'''

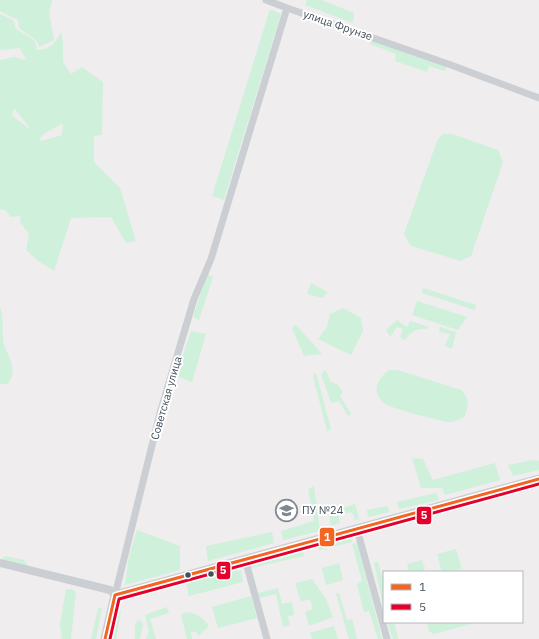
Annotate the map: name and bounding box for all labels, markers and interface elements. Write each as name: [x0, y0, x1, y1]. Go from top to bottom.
street label: улица Фрунзе: [302, 7, 374, 43]
street label: Советская улица: [147, 354, 185, 441]
school or university icon: ПУ №24: [274, 497, 300, 523]
place label: ПУ №24: [302, 503, 344, 517]
line badge: 5: [416, 506, 432, 525]
text: 5: [421, 508, 428, 522]
line badge: 1: [319, 527, 335, 547]
text: 1: [324, 530, 331, 544]
line badge: 5: [216, 561, 231, 580]
text: 5: [220, 563, 227, 577]
unlabelled marker: [206, 569, 216, 579]
unlabelled marker: [183, 570, 193, 580]
legend: [383, 571, 523, 623]
text: 1: [419, 579, 426, 594]
text: 5: [419, 599, 426, 614]

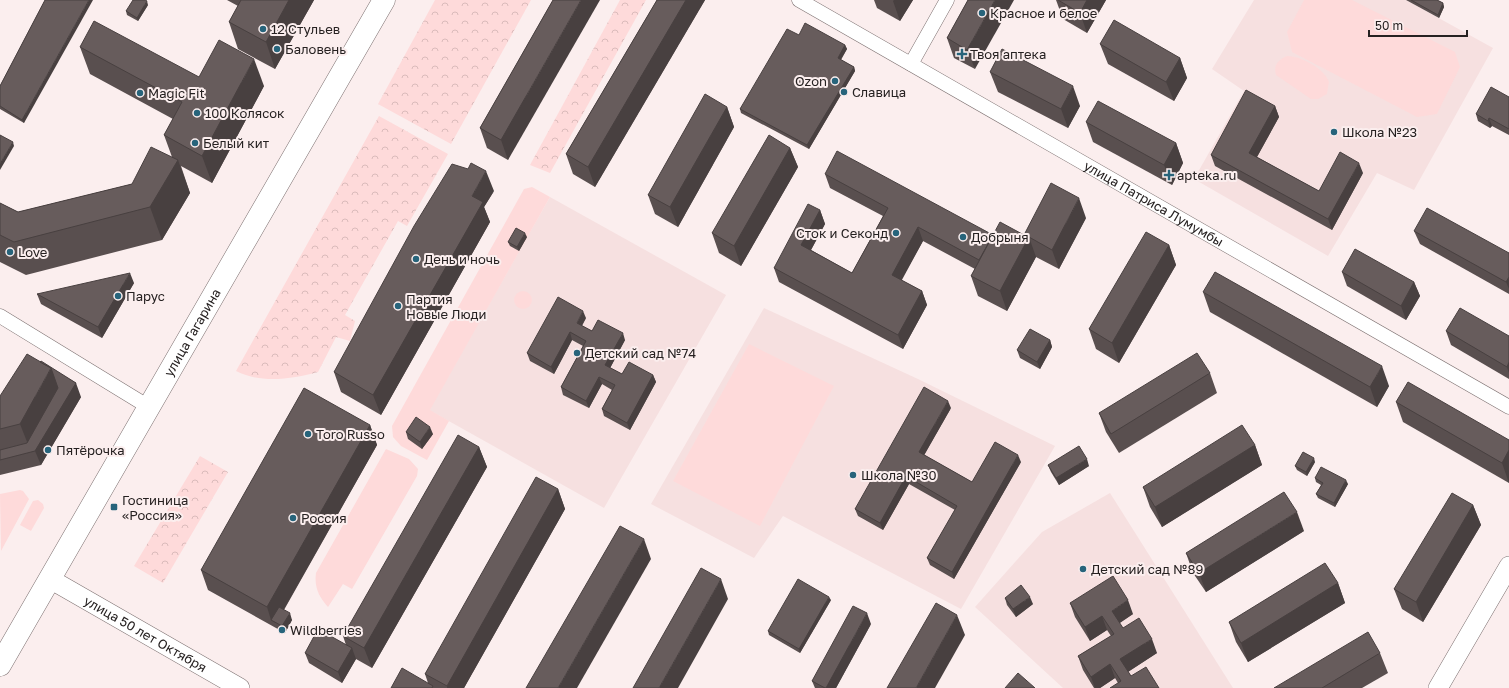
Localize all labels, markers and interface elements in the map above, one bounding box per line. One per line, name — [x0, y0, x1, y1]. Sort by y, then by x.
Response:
place label: Красное и белое — [990, 5, 1097, 21]
marker: Красное и белое — [977, 8, 987, 18]
scale bar — [1369, 12, 1467, 38]
text: 50 m — [1375, 18, 1403, 33]
place label: 12 Стульев — [271, 21, 340, 37]
marker: 12 Стульев — [258, 24, 268, 34]
place label: Баловень — [285, 41, 346, 57]
marker: Баловень — [272, 44, 282, 54]
place label: Твоя аптека — [970, 46, 1046, 62]
marker: Твоя аптека — [957, 49, 967, 59]
place label: Ozon — [795, 73, 827, 89]
marker: Ozon — [830, 76, 840, 86]
place label: Славица — [852, 84, 906, 100]
place label: Magic Fit — [148, 85, 205, 101]
marker: Славица — [839, 87, 849, 97]
marker: Magic Fit — [135, 88, 145, 98]
place label: 100 Колясок — [205, 105, 285, 121]
marker: 100 Колясок — [192, 108, 202, 118]
place label: Школа №23 — [1342, 124, 1417, 140]
marker: Школа №23 — [1329, 127, 1339, 137]
place label: Белый кит — [203, 135, 270, 151]
marker: Белый кит — [190, 138, 200, 148]
street label: улица Патриса Лумумбы — [1081, 157, 1226, 250]
place label: apteka.ru — [1177, 167, 1236, 183]
marker: apteka.ru — [1164, 170, 1174, 180]
place label: Сток и Секонд — [796, 225, 888, 241]
marker: Сток и Секонд — [891, 228, 901, 238]
place label: Добрыня — [971, 229, 1029, 245]
marker: Добрыня — [958, 232, 968, 242]
place label: Love — [18, 244, 47, 260]
marker: Love — [5, 247, 15, 257]
place label: День и ночь — [424, 251, 500, 267]
marker: День и ночь — [411, 254, 421, 264]
street label: улица Гагарина — [160, 286, 224, 379]
place label: Парус — [126, 288, 165, 304]
marker: Парус — [113, 291, 123, 301]
place label: Партия Новые Люди — [406, 291, 486, 322]
marker: Партия Новые Люди — [393, 301, 403, 311]
place label: Детский сад №74 — [585, 345, 696, 361]
marker: Детский сад №74 — [572, 348, 582, 358]
place label: Toro Russo — [316, 426, 385, 442]
marker: Toro Russo — [303, 429, 313, 439]
place label: Пятёрочка — [56, 442, 125, 458]
marker: Пятёрочка — [43, 445, 53, 455]
place label: Школа №30 — [861, 467, 937, 483]
marker: Школа №30 — [848, 470, 858, 480]
place label: Гостиница «Россия» — [122, 492, 188, 523]
marker: Гостиница «Россия» — [109, 502, 119, 512]
place label: Россия — [301, 510, 347, 526]
marker: Россия — [288, 513, 298, 523]
place label: Детский сад №89 — [1091, 561, 1203, 577]
marker: Детский сад №89 — [1078, 564, 1088, 574]
street label: улица 50 лет Октября — [81, 592, 210, 675]
place label: Wildberries — [290, 622, 362, 638]
marker: Wildberries — [277, 625, 287, 635]

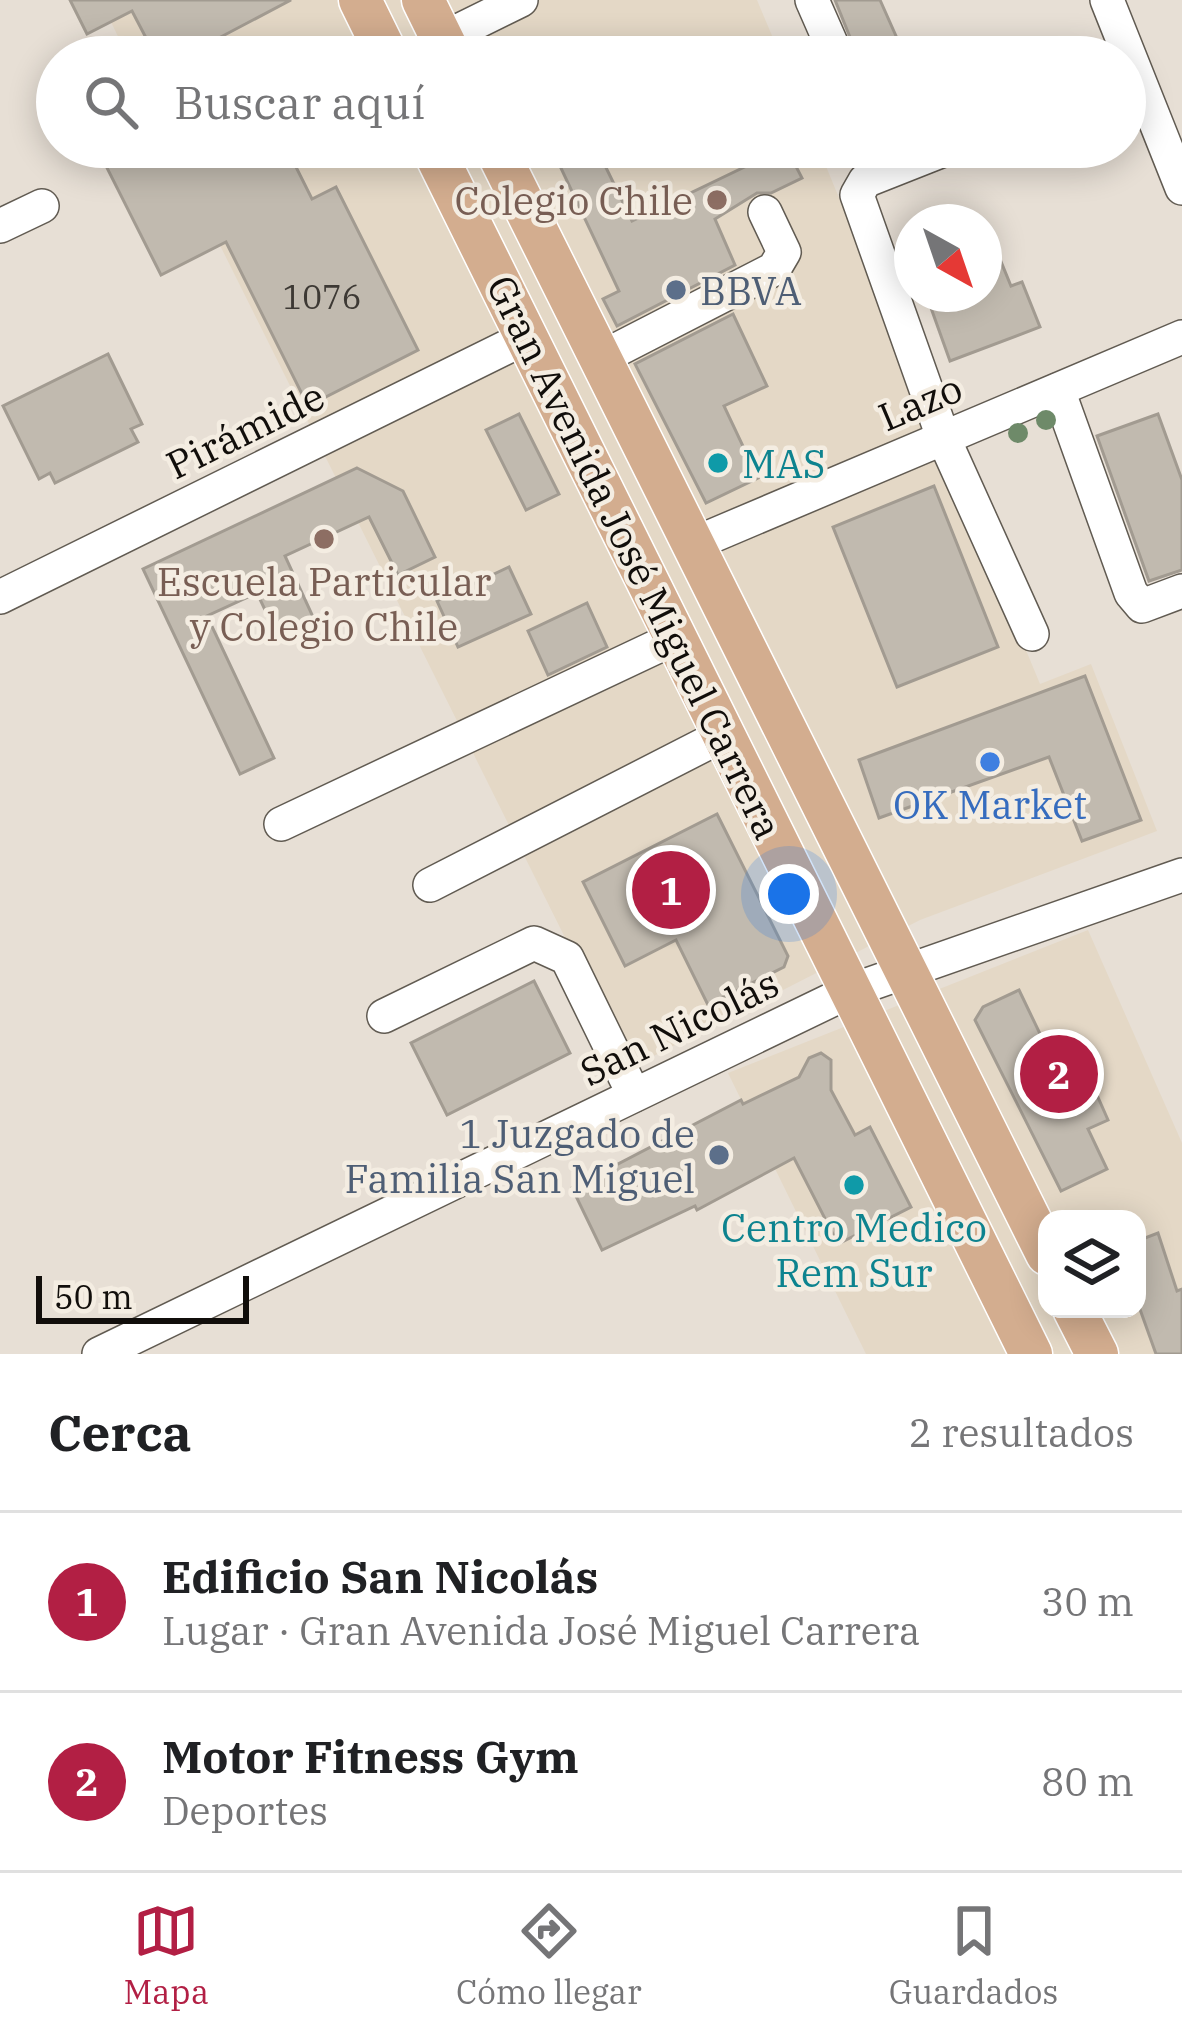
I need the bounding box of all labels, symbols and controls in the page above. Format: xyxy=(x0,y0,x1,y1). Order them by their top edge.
search box xyxy=(36,36,1146,168)
icon: search xyxy=(78,69,144,135)
text: Buscar aquí xyxy=(174,73,425,131)
place label: Colegio Chile xyxy=(454,175,693,226)
marker: Colegio Chile xyxy=(704,187,730,213)
north arrow xyxy=(894,204,1002,312)
place label: BBVA xyxy=(700,265,802,316)
street label: Gran Avenida José Miguel Carrera xyxy=(476,267,794,847)
house number: 1076 xyxy=(282,275,362,318)
marker: BBVA xyxy=(663,277,689,303)
street label: Lazo xyxy=(871,362,969,442)
street label: Pirámide xyxy=(158,370,332,490)
place label: MAS xyxy=(742,438,826,489)
marker: MAS xyxy=(705,450,731,476)
marker: Escuela Particular y Colegio Chile xyxy=(311,526,337,552)
place label: Escuela Particular y Colegio Chile xyxy=(157,556,491,652)
marker: OK Market xyxy=(977,749,1003,775)
place label: OK Market xyxy=(893,779,1087,830)
pin: 1 xyxy=(632,845,710,935)
your location xyxy=(759,864,819,924)
street label: San Nicolás xyxy=(571,957,787,1097)
pin: 2 xyxy=(1020,1029,1098,1119)
place label: 1 Juzgado de Familia San Miguel xyxy=(345,1108,695,1204)
marker: 1 Juzgado de Familia San Miguel xyxy=(706,1142,732,1168)
marker: Centro Medico Rem Sur xyxy=(841,1172,867,1198)
place label: Centro Medico Rem Sur xyxy=(721,1202,987,1298)
map controls xyxy=(1038,1210,1146,1318)
button: layers xyxy=(1038,1210,1146,1318)
scale bar xyxy=(36,1270,249,1323)
text: 50 m xyxy=(54,1275,133,1318)
text: Cerca xyxy=(48,1399,192,1465)
text: 2 resultados xyxy=(909,1407,1134,1458)
text: Edificio San Nicolás xyxy=(162,1547,598,1605)
text: 1 xyxy=(75,1576,99,1627)
text: 30 m xyxy=(1041,1576,1134,1627)
text: Lugar · Gran Avenida José Miguel Carrera xyxy=(162,1605,920,1656)
text: Motor Fitness Gym xyxy=(162,1727,579,1785)
text: 2 xyxy=(75,1756,99,1807)
text: 80 m xyxy=(1041,1756,1134,1807)
text: Deportes xyxy=(162,1785,328,1836)
tab: Mapa xyxy=(124,1898,209,2013)
tab: Cómo llegar xyxy=(456,1898,642,2013)
tab: Guardados xyxy=(889,1898,1058,2013)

'''

Above are the records; print them all exactly and keep the pictures out.

• _Output below_:
Annotate the map: name and bounding box for all labels, markers and interface elements. Write each as name: [x0, y0, x1, y1]. Go from top to bottom.
street label: улица Фрунзе: [302, 7, 374, 43]
street label: Советская улица: [147, 354, 185, 441]
school or university icon: ПУ №24: [274, 497, 300, 523]
place label: ПУ №24: [302, 503, 344, 517]
line badge: 5: [416, 506, 432, 525]
text: 5: [421, 508, 428, 522]
line badge: 1: [319, 527, 335, 547]
text: 1: [324, 530, 331, 544]
line badge: 5: [216, 561, 231, 580]
text: 5: [220, 563, 227, 577]
unlabelled marker: [206, 569, 216, 579]
unlabelled marker: [183, 570, 193, 580]
legend: [383, 571, 523, 623]
text: 1: [419, 579, 426, 594]
text: 5: [419, 599, 426, 614]

Localize all labels, markers and interface elements in the map above, one bounding box per line. One per line, name — [x0, y0, x1, y1]. Sort by y, then by x.
Response:
place label: Красное и белое — [990, 5, 1097, 21]
marker: Красное и белое — [977, 8, 987, 18]
scale bar — [1369, 12, 1467, 38]
text: 50 m — [1375, 18, 1403, 33]
place label: 12 Стульев — [271, 21, 340, 37]
marker: 12 Стульев — [258, 24, 268, 34]
place label: Баловень — [285, 41, 346, 57]
marker: Баловень — [272, 44, 282, 54]
place label: Твоя аптека — [970, 46, 1046, 62]
marker: Твоя аптека — [957, 49, 967, 59]
place label: Ozon — [795, 73, 827, 89]
marker: Ozon — [830, 76, 840, 86]
place label: Славица — [852, 84, 906, 100]
place label: Magic Fit — [148, 85, 205, 101]
marker: Славица — [839, 87, 849, 97]
marker: Magic Fit — [135, 88, 145, 98]
place label: 100 Колясок — [205, 105, 285, 121]
marker: 100 Колясок — [192, 108, 202, 118]
place label: Школа №23 — [1342, 124, 1417, 140]
marker: Школа №23 — [1329, 127, 1339, 137]
place label: Белый кит — [203, 135, 270, 151]
marker: Белый кит — [190, 138, 200, 148]
street label: улица Патриса Лумумбы — [1081, 157, 1226, 250]
place label: apteka.ru — [1177, 167, 1236, 183]
marker: apteka.ru — [1164, 170, 1174, 180]
place label: Сток и Секонд — [796, 225, 888, 241]
marker: Сток и Секонд — [891, 228, 901, 238]
place label: Добрыня — [971, 229, 1029, 245]
marker: Добрыня — [958, 232, 968, 242]
place label: Love — [18, 244, 47, 260]
marker: Love — [5, 247, 15, 257]
place label: День и ночь — [424, 251, 500, 267]
marker: День и ночь — [411, 254, 421, 264]
street label: улица Гагарина — [160, 286, 224, 379]
place label: Парус — [126, 288, 165, 304]
marker: Парус — [113, 291, 123, 301]
place label: Партия Новые Люди — [406, 291, 486, 322]
marker: Партия Новые Люди — [393, 301, 403, 311]
place label: Детский сад №74 — [585, 345, 696, 361]
marker: Детский сад №74 — [572, 348, 582, 358]
place label: Toro Russo — [316, 426, 385, 442]
marker: Toro Russo — [303, 429, 313, 439]
place label: Пятёрочка — [56, 442, 125, 458]
marker: Пятёрочка — [43, 445, 53, 455]
place label: Школа №30 — [861, 467, 937, 483]
marker: Школа №30 — [848, 470, 858, 480]
place label: Гостиница «Россия» — [122, 492, 188, 523]
marker: Гостиница «Россия» — [109, 502, 119, 512]
place label: Россия — [301, 510, 347, 526]
marker: Россия — [288, 513, 298, 523]
place label: Детский сад №89 — [1091, 561, 1203, 577]
marker: Детский сад №89 — [1078, 564, 1088, 574]
street label: улица 50 лет Октября — [81, 592, 210, 675]
place label: Wildberries — [290, 622, 362, 638]
marker: Wildberries — [277, 625, 287, 635]

I need the bounding box of all labels, symbols and controls in the page above. Format: xyxy=(x0,y0,x1,y1). Order them by their top edge.
search box xyxy=(36,36,1146,168)
icon: search xyxy=(78,69,144,135)
text: Buscar aquí xyxy=(174,73,425,131)
place label: Colegio Chile xyxy=(454,175,693,226)
marker: Colegio Chile xyxy=(704,187,730,213)
north arrow xyxy=(894,204,1002,312)
place label: BBVA xyxy=(700,265,802,316)
street label: Gran Avenida José Miguel Carrera xyxy=(476,267,794,847)
house number: 1076 xyxy=(282,275,362,318)
marker: BBVA xyxy=(663,277,689,303)
street label: Lazo xyxy=(871,362,969,442)
street label: Pirámide xyxy=(158,370,332,490)
place label: MAS xyxy=(742,438,826,489)
marker: MAS xyxy=(705,450,731,476)
marker: Escuela Particular y Colegio Chile xyxy=(311,526,337,552)
place label: Escuela Particular y Colegio Chile xyxy=(157,556,491,652)
marker: OK Market xyxy=(977,749,1003,775)
place label: OK Market xyxy=(893,779,1087,830)
pin: 1 xyxy=(632,845,710,935)
your location xyxy=(759,864,819,924)
street label: San Nicolás xyxy=(571,957,787,1097)
pin: 2 xyxy=(1020,1029,1098,1119)
place label: 1 Juzgado de Familia San Miguel xyxy=(345,1108,695,1204)
marker: 1 Juzgado de Familia San Miguel xyxy=(706,1142,732,1168)
marker: Centro Medico Rem Sur xyxy=(841,1172,867,1198)
place label: Centro Medico Rem Sur xyxy=(721,1202,987,1298)
map controls xyxy=(1038,1210,1146,1318)
button: layers xyxy=(1038,1210,1146,1318)
scale bar xyxy=(36,1270,249,1323)
text: 50 m xyxy=(54,1275,133,1318)
text: Cerca xyxy=(48,1399,192,1465)
text: 2 resultados xyxy=(909,1407,1134,1458)
text: Edificio San Nicolás xyxy=(162,1547,598,1605)
text: 1 xyxy=(75,1576,99,1627)
text: 30 m xyxy=(1041,1576,1134,1627)
text: Lugar · Gran Avenida José Miguel Carrera xyxy=(162,1605,920,1656)
text: Motor Fitness Gym xyxy=(162,1727,579,1785)
text: 2 xyxy=(75,1756,99,1807)
text: 80 m xyxy=(1041,1756,1134,1807)
text: Deportes xyxy=(162,1785,328,1836)
tab: Mapa xyxy=(124,1898,209,2013)
tab: Cómo llegar xyxy=(456,1898,642,2013)
tab: Guardados xyxy=(889,1898,1058,2013)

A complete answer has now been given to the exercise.